**Records to use**
• • • • •
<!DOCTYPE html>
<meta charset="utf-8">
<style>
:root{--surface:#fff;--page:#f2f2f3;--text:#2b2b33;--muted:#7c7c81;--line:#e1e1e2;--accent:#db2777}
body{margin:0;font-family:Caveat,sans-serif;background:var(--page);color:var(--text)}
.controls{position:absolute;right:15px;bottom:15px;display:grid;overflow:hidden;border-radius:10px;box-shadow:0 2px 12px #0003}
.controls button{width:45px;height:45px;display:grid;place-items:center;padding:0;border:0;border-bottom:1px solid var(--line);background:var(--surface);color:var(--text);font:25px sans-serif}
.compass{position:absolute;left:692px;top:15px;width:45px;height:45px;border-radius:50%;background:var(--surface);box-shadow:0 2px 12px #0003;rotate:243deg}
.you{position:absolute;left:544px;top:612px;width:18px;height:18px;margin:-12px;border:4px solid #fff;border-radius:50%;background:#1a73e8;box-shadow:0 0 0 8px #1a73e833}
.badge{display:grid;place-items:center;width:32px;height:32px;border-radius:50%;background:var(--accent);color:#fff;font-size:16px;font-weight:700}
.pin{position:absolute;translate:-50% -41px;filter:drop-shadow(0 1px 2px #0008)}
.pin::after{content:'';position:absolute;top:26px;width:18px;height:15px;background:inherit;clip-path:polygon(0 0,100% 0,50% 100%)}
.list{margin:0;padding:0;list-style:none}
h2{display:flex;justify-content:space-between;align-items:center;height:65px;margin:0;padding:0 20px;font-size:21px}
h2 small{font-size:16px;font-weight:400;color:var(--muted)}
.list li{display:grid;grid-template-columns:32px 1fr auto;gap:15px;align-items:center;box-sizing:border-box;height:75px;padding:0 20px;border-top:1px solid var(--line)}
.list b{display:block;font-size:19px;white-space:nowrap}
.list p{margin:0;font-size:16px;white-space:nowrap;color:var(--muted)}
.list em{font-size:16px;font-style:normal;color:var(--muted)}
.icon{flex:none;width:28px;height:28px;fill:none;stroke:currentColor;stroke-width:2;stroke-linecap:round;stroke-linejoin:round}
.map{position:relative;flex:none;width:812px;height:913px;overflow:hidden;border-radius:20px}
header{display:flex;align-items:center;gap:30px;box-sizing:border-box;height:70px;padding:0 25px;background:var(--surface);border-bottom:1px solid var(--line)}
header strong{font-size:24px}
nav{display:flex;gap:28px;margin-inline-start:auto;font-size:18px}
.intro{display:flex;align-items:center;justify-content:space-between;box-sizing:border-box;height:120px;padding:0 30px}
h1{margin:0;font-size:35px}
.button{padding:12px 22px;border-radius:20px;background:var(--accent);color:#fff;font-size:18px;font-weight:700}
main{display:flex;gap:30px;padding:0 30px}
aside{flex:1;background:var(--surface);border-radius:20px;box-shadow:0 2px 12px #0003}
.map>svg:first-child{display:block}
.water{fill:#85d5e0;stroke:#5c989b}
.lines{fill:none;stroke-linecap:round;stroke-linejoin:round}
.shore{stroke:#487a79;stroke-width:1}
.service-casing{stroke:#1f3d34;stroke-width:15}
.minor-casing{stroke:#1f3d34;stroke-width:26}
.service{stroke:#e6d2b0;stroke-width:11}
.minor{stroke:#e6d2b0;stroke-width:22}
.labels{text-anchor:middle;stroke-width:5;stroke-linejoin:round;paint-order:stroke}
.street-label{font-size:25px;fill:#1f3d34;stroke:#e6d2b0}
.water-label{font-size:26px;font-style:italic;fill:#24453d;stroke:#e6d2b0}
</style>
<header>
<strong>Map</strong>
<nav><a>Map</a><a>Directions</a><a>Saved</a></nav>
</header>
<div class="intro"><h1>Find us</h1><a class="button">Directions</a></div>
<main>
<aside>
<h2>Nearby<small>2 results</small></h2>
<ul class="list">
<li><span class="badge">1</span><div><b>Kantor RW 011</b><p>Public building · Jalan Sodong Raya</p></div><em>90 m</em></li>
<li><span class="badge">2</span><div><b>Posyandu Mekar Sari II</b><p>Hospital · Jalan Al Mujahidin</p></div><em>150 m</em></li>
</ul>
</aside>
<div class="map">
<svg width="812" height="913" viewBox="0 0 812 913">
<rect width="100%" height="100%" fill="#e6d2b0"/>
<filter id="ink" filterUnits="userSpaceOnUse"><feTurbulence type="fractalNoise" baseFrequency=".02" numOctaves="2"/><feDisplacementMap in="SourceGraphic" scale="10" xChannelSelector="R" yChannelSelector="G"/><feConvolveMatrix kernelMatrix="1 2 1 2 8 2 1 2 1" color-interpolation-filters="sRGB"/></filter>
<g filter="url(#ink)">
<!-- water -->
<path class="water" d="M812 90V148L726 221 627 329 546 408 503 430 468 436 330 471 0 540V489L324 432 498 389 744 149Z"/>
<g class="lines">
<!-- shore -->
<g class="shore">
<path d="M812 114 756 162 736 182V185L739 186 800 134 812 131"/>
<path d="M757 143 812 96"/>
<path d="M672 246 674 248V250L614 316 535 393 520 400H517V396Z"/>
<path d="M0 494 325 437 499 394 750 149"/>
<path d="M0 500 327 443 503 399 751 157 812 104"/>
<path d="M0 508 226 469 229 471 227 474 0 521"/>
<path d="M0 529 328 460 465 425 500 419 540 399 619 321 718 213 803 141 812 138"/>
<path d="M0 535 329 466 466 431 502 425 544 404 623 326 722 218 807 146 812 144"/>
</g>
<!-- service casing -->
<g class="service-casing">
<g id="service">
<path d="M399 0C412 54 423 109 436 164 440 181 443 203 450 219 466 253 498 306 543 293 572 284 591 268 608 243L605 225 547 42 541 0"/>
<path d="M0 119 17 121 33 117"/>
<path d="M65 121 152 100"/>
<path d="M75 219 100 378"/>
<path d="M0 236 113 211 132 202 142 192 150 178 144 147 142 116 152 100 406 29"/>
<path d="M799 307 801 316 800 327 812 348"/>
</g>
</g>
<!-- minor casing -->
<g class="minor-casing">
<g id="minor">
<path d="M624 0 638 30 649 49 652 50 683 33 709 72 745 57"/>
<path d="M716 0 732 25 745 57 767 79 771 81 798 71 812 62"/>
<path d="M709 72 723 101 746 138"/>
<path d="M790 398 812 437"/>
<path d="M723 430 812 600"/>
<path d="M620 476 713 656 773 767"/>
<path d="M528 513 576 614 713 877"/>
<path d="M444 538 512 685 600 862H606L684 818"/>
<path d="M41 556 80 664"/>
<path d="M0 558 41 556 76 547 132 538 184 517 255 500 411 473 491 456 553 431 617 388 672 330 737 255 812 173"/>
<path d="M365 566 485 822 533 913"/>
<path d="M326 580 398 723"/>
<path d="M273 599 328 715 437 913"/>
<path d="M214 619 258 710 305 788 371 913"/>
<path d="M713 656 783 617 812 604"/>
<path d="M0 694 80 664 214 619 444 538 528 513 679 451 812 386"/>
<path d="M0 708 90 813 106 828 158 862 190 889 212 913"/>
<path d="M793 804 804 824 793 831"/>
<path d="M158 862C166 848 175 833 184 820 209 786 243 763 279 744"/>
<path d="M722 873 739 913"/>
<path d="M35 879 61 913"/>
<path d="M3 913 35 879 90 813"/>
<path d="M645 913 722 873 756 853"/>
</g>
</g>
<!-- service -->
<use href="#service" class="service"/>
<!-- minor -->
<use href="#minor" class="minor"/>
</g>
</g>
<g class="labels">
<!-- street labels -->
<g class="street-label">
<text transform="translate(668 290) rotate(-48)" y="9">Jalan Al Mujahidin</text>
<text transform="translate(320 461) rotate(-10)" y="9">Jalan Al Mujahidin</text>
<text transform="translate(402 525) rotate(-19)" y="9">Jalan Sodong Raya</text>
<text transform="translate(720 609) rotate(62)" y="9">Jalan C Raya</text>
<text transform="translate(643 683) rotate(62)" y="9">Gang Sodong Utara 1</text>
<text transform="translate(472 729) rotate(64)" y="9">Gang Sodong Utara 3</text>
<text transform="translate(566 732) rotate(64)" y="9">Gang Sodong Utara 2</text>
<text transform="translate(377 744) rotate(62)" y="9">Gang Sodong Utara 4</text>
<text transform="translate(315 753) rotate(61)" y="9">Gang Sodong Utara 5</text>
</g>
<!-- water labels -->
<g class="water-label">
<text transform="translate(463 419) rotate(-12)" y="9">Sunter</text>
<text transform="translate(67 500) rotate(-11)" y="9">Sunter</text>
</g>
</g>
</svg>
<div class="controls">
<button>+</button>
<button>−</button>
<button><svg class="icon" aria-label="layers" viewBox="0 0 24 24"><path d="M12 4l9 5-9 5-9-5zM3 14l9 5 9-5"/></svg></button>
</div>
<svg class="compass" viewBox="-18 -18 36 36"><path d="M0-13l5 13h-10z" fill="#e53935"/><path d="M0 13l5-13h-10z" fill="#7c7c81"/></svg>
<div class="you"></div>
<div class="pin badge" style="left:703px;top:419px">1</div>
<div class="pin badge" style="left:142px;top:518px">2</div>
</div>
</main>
• • • • •
**What you need to do**
Return, from the data above, each line in which the string "filter" appears.

**Answer**
.pin{position:absolute;translate:-50% -41px;filter:drop-shadow(0 1px 2px #0008)}
<filter id="ink" filterUnits="userSpaceOnUse"><feTurbulence type="fractalNoise" baseFrequency=".02" numOctaves="2"/><feDisplacementMap in="SourceGraphic" scale="10" xChannelSelector="R" yChannelSelector="G"/><feConvolveMatrix kernelMatrix="1 2 1 2 8 2 1 2 1" color-interpolation-filters="sRGB"/></filter>
<g filter="url(#ink)">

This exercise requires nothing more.